Seniors Perform Encore Careers

By Lynne Berg

After Georgi Petrow, 76, retired from retail advertising, she pursued her real passion – painting.  The Norfolk resident now creates her award-winning art during her “Act II” or “encore career.”

When Social Security began cutting checks, the average life expectancy was 62.  Now, according to the Centers for Disease Control and Prevention, it’s 78.7 to 81 for women.  Retired folks who’ve sacrificed to raise children and save for their golden years can finally focus on themselves.  Below are a few tips on how to live these happy, productive, and exciting years:

Find Your Passions and Pursue Them.

Bored with retirement from years as a welder and pipefitter, Pete DiPietro, 72, taught himself to carve birds. “God has given me the ability to do something so I don’t become senile in my old age.  It’s just a joy,” he said in a local newspaper article.

A recent Wall Street Journal story profiled Jerome E. Goss, 76, a retired cardiologist in New Mexico who now repairs antique books.  Another senior, retired math professor Stephen C. Solosky, 55, of New York, changed course to become a travel writer and tour guide.

Whether it’s writing, computers, photography, bridge, or sports, a senior center allows you to explore interests and start hobbies.  Don’t leave any regrets on your “bucket list.”

Stay Active – Physically and Mentally.

The John D. and Catherine T. MacArthur Foundation found that 30 percent of how we age can be attributed to genes and 70 percent to lifestyle choices.  I call a recliner a “decliner.”  The less you do; the less you can do.   Inactivity, according to the CDC, accounts for roughly 250,000 deaths per year.

Physically – CDC reports that more than one-third of adults were obese in 2009-2010.  Obesity leads to increased risks of diabetes, heart disease, and cancer.  Primeplus offers more than 50 classes and programs monthly – from “Too-Fit-To-Quit” to Chair Yoga exercise classes.  Linda Coupland, 73, taught exercise classes for years at the center.  Now she stretches her imagination through painting workshops.  “This is my third career,” said the former fundraising executive.

Mentally – Be a lifelong learner.  Acquiring computer skills not only helps seniors stay connected through email but also exercises the brain.  Kathleen Williamson, 73, a retired elementary school teacher, now helps seniors navigate the complexities of computers.  Nationally, more than 53 percent of seniors use the Internet.

Remain curious.  Robbie Shell of the University of Pennsylvania wrote in a Wall Street Journal article about how later life gives people the chance to discover the unfamiliar.  She honed in on honey bees.  Did you know they fly nine miles to find nectar?

Choose Happiness.

In How to Retire Happy, Wild, and Free, Ernie J. Zelinski  notes that people need “sufficient funds to live and sufficient things to live for.”

Artist Petrow’s home is filled with her paintings – picturing scenes from galloping horses to snow covered sand dunes.  She recently won Best in Show at the center’s Senior ArtFest.

According to Dartmouth College economics professor David Blanchflower, as people age, they become happier, embracing freedom.   No boss.  No rush-hour traffic.
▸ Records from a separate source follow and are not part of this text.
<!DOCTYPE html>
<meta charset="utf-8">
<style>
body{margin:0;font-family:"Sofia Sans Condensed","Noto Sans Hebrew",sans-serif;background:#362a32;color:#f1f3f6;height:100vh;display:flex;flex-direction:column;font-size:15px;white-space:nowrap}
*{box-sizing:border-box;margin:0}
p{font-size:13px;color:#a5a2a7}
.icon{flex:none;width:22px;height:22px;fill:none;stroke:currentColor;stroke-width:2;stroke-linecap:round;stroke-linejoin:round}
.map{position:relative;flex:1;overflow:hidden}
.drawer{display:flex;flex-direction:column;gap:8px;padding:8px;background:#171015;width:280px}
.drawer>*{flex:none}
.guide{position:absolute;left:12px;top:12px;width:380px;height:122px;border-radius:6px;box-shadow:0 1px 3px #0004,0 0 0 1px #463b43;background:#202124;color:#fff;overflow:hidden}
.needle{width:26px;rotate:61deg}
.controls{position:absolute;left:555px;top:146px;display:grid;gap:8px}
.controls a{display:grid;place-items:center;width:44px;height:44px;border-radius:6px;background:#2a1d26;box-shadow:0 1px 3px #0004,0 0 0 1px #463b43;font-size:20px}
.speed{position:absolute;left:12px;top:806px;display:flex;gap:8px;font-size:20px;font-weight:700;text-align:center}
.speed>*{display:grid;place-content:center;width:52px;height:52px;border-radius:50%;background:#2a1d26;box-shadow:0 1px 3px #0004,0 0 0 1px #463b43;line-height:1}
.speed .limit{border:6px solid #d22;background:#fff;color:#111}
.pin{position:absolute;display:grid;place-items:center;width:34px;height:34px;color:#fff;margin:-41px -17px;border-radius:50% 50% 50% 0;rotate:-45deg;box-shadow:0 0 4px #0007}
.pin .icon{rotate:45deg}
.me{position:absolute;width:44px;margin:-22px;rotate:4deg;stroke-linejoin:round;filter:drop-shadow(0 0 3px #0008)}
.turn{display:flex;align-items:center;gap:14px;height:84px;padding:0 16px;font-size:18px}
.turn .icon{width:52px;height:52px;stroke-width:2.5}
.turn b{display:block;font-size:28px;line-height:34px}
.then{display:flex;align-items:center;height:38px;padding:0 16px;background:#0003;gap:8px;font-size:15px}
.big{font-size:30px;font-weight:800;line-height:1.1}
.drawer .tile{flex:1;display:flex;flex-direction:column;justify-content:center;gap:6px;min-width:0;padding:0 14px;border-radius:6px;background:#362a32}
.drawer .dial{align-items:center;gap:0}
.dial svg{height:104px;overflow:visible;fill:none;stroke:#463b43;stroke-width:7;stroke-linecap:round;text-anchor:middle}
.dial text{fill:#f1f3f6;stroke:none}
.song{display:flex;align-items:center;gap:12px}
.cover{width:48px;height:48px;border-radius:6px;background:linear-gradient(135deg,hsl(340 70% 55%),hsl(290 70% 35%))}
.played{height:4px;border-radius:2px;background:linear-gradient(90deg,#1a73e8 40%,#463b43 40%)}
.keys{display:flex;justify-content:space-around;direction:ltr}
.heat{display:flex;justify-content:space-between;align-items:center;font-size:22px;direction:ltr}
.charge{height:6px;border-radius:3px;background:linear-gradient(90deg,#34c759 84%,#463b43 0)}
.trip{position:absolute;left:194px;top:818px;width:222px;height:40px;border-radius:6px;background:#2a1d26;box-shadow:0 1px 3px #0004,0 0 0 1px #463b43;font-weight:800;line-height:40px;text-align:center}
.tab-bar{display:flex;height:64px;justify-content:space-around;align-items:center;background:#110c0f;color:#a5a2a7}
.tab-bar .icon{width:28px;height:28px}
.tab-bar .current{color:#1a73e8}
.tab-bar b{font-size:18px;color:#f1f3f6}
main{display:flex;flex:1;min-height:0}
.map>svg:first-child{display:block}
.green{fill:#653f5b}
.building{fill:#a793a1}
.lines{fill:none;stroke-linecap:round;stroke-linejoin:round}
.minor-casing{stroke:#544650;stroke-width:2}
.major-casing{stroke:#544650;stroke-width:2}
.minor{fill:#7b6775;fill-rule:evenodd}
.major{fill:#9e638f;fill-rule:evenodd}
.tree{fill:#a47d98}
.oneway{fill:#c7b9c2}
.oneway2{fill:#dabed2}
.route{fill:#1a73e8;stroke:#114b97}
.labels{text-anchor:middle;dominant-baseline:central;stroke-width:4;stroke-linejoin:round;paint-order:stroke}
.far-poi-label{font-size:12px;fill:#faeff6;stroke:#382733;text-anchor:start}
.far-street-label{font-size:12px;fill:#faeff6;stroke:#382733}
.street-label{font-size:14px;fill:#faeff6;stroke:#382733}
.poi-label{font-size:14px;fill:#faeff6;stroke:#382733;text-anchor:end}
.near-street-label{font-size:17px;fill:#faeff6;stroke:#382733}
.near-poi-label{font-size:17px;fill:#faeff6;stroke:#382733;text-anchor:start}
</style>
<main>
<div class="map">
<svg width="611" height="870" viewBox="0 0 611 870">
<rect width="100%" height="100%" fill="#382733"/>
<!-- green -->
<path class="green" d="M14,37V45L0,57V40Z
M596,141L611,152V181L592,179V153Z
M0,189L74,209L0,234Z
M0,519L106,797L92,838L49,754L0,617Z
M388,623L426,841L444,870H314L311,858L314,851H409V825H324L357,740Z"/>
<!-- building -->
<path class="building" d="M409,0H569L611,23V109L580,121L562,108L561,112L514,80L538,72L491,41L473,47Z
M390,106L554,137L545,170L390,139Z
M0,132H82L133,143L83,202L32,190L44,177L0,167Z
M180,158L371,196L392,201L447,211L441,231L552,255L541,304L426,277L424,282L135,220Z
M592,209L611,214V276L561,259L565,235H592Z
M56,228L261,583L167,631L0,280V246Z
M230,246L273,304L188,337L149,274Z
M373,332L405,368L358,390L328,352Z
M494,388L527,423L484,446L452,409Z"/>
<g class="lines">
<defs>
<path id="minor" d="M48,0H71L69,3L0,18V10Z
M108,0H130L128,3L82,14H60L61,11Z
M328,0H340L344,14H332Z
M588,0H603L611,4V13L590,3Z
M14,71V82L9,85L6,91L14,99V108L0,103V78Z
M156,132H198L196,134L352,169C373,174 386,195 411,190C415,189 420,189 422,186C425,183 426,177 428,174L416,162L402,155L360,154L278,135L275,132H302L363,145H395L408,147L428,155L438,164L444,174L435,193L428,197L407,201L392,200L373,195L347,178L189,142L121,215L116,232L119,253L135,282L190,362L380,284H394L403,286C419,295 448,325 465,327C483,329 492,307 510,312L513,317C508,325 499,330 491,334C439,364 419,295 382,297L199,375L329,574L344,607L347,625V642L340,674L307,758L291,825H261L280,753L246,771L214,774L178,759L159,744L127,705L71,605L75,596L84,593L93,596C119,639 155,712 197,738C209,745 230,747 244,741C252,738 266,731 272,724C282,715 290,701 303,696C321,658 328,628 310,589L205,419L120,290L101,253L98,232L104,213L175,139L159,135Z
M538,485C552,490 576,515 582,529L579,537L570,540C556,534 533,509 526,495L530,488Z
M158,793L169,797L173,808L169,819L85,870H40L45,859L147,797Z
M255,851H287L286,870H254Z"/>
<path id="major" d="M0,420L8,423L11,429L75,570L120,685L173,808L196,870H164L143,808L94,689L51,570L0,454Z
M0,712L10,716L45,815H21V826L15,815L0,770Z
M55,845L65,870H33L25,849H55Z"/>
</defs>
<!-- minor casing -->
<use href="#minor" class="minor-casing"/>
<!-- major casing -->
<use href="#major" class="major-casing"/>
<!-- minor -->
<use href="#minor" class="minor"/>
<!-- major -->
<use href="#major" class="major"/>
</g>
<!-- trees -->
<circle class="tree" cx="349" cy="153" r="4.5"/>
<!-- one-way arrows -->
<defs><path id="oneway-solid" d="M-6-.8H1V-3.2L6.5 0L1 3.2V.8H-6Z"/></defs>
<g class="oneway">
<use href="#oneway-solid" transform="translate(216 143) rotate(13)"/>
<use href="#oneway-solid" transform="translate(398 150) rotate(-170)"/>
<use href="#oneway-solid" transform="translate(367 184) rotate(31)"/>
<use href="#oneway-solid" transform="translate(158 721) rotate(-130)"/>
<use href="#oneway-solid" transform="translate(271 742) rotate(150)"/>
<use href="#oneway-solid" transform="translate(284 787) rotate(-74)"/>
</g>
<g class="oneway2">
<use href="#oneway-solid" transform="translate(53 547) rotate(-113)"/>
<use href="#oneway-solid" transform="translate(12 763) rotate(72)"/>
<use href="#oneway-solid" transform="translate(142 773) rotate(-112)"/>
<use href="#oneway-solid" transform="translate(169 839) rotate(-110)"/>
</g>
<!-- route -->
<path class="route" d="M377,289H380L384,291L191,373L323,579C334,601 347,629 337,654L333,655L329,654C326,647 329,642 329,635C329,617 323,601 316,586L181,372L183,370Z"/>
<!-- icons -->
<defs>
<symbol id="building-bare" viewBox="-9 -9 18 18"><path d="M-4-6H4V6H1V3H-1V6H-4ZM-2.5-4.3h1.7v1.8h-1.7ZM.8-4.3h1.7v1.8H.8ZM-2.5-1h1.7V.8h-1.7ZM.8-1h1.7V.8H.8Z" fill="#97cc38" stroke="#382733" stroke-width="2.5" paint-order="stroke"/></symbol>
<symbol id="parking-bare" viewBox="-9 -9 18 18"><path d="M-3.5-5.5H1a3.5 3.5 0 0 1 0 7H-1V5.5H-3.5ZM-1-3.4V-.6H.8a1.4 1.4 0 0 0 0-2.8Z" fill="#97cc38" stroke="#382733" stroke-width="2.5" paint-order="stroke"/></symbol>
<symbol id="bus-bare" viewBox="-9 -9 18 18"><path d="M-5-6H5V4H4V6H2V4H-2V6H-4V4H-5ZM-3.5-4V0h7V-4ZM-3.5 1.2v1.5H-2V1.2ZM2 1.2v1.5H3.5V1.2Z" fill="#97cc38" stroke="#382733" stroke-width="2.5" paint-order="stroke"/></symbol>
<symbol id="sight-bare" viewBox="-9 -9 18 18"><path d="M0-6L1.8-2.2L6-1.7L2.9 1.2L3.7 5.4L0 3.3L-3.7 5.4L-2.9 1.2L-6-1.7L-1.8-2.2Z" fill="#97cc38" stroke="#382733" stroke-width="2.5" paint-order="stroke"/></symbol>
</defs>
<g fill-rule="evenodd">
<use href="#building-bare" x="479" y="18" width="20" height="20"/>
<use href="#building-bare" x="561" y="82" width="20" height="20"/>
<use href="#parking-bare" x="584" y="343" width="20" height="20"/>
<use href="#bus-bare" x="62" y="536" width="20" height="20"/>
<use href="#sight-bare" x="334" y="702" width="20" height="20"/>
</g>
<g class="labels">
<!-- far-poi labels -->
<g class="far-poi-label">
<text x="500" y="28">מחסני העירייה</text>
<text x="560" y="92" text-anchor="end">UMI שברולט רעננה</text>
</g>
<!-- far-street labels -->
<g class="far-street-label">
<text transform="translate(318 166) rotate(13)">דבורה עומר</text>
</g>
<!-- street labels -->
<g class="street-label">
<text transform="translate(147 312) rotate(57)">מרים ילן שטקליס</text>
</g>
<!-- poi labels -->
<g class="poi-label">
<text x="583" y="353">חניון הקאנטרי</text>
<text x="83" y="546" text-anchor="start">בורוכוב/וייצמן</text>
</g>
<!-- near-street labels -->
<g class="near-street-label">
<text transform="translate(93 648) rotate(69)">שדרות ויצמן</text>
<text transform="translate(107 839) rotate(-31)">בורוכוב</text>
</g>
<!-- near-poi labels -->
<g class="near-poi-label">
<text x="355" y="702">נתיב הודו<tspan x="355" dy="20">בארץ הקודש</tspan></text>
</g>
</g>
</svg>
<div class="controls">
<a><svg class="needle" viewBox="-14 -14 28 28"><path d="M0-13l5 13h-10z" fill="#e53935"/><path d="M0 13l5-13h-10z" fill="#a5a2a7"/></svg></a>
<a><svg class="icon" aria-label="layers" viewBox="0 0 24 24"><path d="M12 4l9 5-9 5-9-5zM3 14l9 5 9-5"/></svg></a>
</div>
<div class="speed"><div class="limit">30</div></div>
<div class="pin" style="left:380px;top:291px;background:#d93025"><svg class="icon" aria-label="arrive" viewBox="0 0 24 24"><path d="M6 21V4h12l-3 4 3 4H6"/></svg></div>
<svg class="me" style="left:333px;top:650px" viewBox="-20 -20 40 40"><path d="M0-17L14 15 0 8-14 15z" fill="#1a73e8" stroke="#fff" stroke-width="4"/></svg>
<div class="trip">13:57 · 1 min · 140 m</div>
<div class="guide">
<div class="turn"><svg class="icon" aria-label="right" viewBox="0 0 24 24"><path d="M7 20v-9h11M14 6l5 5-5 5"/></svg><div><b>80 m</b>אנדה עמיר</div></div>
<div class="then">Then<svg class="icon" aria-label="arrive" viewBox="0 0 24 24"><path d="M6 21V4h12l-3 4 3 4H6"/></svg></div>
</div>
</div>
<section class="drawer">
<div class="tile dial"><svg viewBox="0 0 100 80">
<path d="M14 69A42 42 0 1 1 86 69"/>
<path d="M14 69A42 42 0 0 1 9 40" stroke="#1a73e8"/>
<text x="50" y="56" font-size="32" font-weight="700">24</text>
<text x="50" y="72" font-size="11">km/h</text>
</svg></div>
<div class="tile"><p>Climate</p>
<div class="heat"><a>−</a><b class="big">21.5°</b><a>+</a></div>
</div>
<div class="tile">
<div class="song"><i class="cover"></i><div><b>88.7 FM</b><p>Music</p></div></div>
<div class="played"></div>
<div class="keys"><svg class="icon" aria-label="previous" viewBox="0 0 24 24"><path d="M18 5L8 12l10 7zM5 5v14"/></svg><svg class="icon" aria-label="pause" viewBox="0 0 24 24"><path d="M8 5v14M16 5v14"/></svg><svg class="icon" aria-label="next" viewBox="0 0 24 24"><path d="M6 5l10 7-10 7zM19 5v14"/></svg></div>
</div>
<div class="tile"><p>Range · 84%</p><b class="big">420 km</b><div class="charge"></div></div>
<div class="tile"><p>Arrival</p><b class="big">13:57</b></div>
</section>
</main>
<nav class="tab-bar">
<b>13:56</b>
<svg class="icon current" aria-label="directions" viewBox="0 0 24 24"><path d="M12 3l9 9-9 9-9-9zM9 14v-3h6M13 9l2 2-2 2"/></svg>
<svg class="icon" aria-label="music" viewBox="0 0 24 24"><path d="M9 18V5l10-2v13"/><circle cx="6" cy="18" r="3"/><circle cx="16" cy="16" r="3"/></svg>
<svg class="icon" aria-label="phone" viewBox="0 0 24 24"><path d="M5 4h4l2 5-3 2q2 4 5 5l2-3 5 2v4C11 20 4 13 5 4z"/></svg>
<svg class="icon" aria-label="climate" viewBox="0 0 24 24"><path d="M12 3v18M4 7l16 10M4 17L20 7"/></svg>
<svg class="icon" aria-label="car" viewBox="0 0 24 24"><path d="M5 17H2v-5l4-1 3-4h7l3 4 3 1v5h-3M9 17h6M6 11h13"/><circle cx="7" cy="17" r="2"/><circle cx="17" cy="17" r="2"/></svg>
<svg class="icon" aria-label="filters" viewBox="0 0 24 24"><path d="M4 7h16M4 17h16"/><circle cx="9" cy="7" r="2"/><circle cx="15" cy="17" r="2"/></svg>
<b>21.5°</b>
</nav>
Lighten up and enjoy small pleasures – a hot cup of coffee and a warm bed – Karl Pillemer, Ph.D., advises retirees  in his book,  30 Lessons for Living 

Invest in friendships – one key to happiness.  “Good friends, good books and a sleepy conscience:  This is the ideal life,” Mark Twain said.

Oftentimes friendships emerge from new rituals – connections made at senior centers and in neighborhoods.  A diverse group of dog-lovers meets every day at 5 p.m. to let pooches play in West Ghent in Norfolk.  The dog park pack includes two active 80-something-year-olds who participate in the group’s cookouts, birthday celebrations, and recipe swaps.

At Primeplus seniors bond during woodshop and exercise classes, support groups for men and the bereaved, and games like Wii.  Each Monday a group of senior Russian immigrants exercises in the pool, plays bingo, and enjoys a meal. In Portsmouth, some of the 100 volunteers with RSVP (Retired Senior Volunteer Program) meet new friends while checking on residents at Effingham Plaza every day.

Balance is crucial.  Embodying activity and altruism, a retired flight attendant plays tennis, golf, and mah-jongg.  She also tutors children, helps a sick relative, and maintains her and her husband’s duplex in Norfolk.

As Benjamin Franklin wrote:  “Leisure time is time for doing something useful.”

Don’t fear retirement.  Embrace it.  You can pen your “next chapter” as the best work of your life.

Lynne Berg is executive director of Primeplus Norfolk Senior Center, located at 7300 Newport Avenue in Norfolk, Virginia.  It has been serving Southside seniors, ages 50+, for more than 40 years.